British Grand Prix organizers have set an end of April deadline to decide whether the country’s F1 race goes ahead as scheduled in July or becomes another casualty of COVID-19 pandemic sweeping the globe.
The race, a highlight of a British sporting summer that looks likely to be wiped out by the pandemic, has been the best attended on the F1 calendar in recent seasons with a total crowd of 351,000 last year.
The Sunday turnout at the former World War Two airfield in central England was 141,000 in 2019, with the race close to home for seven of the sport’s 10 teams including six times world champion Lewis Hamilton’s Mercedes, who won at Silverstone last year for a record sixth time.
Britain has strict social distancing measures in place at present, with all sport on hold and the authorities asking everyone to stay at home except for essential travel. F1’s season has yet to start, with two races cancelled and six more postponed so far.

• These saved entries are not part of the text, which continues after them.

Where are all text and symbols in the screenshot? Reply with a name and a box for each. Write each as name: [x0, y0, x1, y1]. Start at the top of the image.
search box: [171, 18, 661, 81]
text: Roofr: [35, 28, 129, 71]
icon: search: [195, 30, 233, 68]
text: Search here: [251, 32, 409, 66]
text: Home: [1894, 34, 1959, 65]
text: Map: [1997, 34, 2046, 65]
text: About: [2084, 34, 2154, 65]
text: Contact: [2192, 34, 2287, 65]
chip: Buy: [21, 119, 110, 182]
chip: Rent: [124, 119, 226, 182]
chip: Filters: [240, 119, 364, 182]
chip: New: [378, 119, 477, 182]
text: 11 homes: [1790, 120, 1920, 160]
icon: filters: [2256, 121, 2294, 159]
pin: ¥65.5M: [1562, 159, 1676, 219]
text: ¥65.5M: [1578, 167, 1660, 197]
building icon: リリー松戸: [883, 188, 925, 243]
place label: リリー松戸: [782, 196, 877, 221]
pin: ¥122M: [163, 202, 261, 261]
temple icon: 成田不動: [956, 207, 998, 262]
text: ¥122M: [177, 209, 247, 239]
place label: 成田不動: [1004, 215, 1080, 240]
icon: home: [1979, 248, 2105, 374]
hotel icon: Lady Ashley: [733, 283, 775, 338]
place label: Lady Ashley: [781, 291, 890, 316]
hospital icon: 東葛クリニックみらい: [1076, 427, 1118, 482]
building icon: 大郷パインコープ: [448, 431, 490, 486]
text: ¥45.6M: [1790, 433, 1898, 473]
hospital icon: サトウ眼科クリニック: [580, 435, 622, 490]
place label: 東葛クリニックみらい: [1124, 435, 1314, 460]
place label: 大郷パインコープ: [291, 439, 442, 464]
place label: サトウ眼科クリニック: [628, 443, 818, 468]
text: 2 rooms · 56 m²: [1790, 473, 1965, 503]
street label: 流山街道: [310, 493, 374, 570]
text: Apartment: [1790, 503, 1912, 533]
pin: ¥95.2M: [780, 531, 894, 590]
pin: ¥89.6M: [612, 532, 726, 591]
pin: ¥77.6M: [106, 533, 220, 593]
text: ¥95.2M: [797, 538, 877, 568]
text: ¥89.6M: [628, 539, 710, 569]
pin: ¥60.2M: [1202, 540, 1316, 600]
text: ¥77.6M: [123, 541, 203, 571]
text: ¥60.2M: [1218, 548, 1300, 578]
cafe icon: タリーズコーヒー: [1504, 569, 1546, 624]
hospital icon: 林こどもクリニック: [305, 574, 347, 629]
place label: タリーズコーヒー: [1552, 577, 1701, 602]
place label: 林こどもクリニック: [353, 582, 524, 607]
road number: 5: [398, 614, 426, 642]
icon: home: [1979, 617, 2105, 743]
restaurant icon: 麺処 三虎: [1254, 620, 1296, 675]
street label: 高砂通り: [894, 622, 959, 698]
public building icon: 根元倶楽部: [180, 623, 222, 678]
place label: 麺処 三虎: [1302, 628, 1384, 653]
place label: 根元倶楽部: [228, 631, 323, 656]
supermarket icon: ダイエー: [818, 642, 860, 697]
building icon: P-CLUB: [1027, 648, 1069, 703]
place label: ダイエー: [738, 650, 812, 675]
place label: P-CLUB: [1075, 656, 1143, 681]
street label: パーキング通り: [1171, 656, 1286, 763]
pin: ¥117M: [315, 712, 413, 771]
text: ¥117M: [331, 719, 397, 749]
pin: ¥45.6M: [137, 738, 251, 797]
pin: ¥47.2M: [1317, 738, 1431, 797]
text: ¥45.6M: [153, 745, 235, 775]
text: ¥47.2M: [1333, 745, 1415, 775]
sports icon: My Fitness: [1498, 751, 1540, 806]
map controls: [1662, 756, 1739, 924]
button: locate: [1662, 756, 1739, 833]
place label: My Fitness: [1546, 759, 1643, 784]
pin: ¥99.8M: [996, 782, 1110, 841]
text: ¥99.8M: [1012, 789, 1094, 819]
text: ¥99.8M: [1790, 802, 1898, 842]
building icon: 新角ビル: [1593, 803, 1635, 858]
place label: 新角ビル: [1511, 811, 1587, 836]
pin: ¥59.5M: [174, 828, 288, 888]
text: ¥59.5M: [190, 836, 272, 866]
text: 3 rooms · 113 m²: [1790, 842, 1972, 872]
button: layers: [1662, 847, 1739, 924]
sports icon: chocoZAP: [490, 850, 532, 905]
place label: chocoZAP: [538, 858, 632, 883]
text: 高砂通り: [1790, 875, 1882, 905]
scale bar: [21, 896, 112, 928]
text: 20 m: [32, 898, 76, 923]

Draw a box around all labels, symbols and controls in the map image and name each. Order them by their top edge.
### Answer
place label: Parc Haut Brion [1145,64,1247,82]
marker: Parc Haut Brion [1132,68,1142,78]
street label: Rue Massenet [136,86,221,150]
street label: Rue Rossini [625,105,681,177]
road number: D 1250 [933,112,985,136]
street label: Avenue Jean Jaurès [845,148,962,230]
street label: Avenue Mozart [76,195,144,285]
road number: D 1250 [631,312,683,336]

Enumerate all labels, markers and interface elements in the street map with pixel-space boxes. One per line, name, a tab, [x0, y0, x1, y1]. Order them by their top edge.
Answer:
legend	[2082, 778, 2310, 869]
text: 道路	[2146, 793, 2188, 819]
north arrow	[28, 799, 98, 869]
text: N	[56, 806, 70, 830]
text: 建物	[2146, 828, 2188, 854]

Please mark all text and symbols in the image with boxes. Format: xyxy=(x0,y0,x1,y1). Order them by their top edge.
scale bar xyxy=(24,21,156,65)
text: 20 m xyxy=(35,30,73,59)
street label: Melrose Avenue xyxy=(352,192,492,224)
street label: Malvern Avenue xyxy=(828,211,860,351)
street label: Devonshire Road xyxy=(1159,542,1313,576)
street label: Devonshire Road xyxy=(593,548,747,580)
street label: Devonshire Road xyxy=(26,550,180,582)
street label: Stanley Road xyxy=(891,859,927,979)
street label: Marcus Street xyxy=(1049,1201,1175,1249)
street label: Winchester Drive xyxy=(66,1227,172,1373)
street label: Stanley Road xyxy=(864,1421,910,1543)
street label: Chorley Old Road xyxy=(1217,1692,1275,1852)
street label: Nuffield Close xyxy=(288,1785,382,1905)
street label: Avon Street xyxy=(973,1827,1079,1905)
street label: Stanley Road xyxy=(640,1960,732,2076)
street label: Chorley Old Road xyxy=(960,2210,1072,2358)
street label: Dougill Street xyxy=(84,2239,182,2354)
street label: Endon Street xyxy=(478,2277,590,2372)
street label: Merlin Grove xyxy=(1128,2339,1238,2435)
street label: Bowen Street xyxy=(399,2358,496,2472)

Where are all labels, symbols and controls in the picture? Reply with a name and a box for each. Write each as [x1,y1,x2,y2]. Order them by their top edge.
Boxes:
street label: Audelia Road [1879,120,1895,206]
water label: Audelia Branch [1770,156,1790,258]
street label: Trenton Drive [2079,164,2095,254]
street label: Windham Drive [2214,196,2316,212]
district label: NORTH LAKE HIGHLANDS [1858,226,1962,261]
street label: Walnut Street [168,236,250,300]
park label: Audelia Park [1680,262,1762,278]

“Silverstone and F1 remain in close dialogue regarding the ongoing situation and are assessing the feasibility of holding the British Grand Prix on 17th–19th July,” Silverstone said on Wednesday.
“We fully appreciate that other UK sporting events in July have taken decisions regarding their events,” the statement continued.
“But it is important to highlight that their logistics and sporting arrangements differ from Silverstone’s and, therefore, our timeline gives us until the end of April to make a final decision.”
Silverstone said the safety of all involved remained a priority. The circuit is owned by the British Racing Drivers’ Club and requires some temporary infrastructure, although less than in the past, which depends on workers and contractors being available.
F1 has said it hopes to resume racing in the European summer and is working on a reduced and rejigged calendar of 15-18 grands prix that could run into January if necessary.
The British and Italian Grands Prix are the only ones to have been held in every year since the world championship started in 1950, with Silverstone hosting the first.
Monaco, a glamorous fixture since 1955, has already been cancelled for this year, however. Italy’s race at Monza is scheduled for September.
The Goodwood Festival of Speed — which attracts a 200,000-strong crowd over the weekend before Silverstone — has been postponed.
The Euro 2020 soccer championship, whose July 12 final would have been at London’s Wembley Stadium, has been postponed to 2021.
The June 29-July 12 Wimbledon tennis championships are also expected to become a casualty of the virus, with a decision imminent.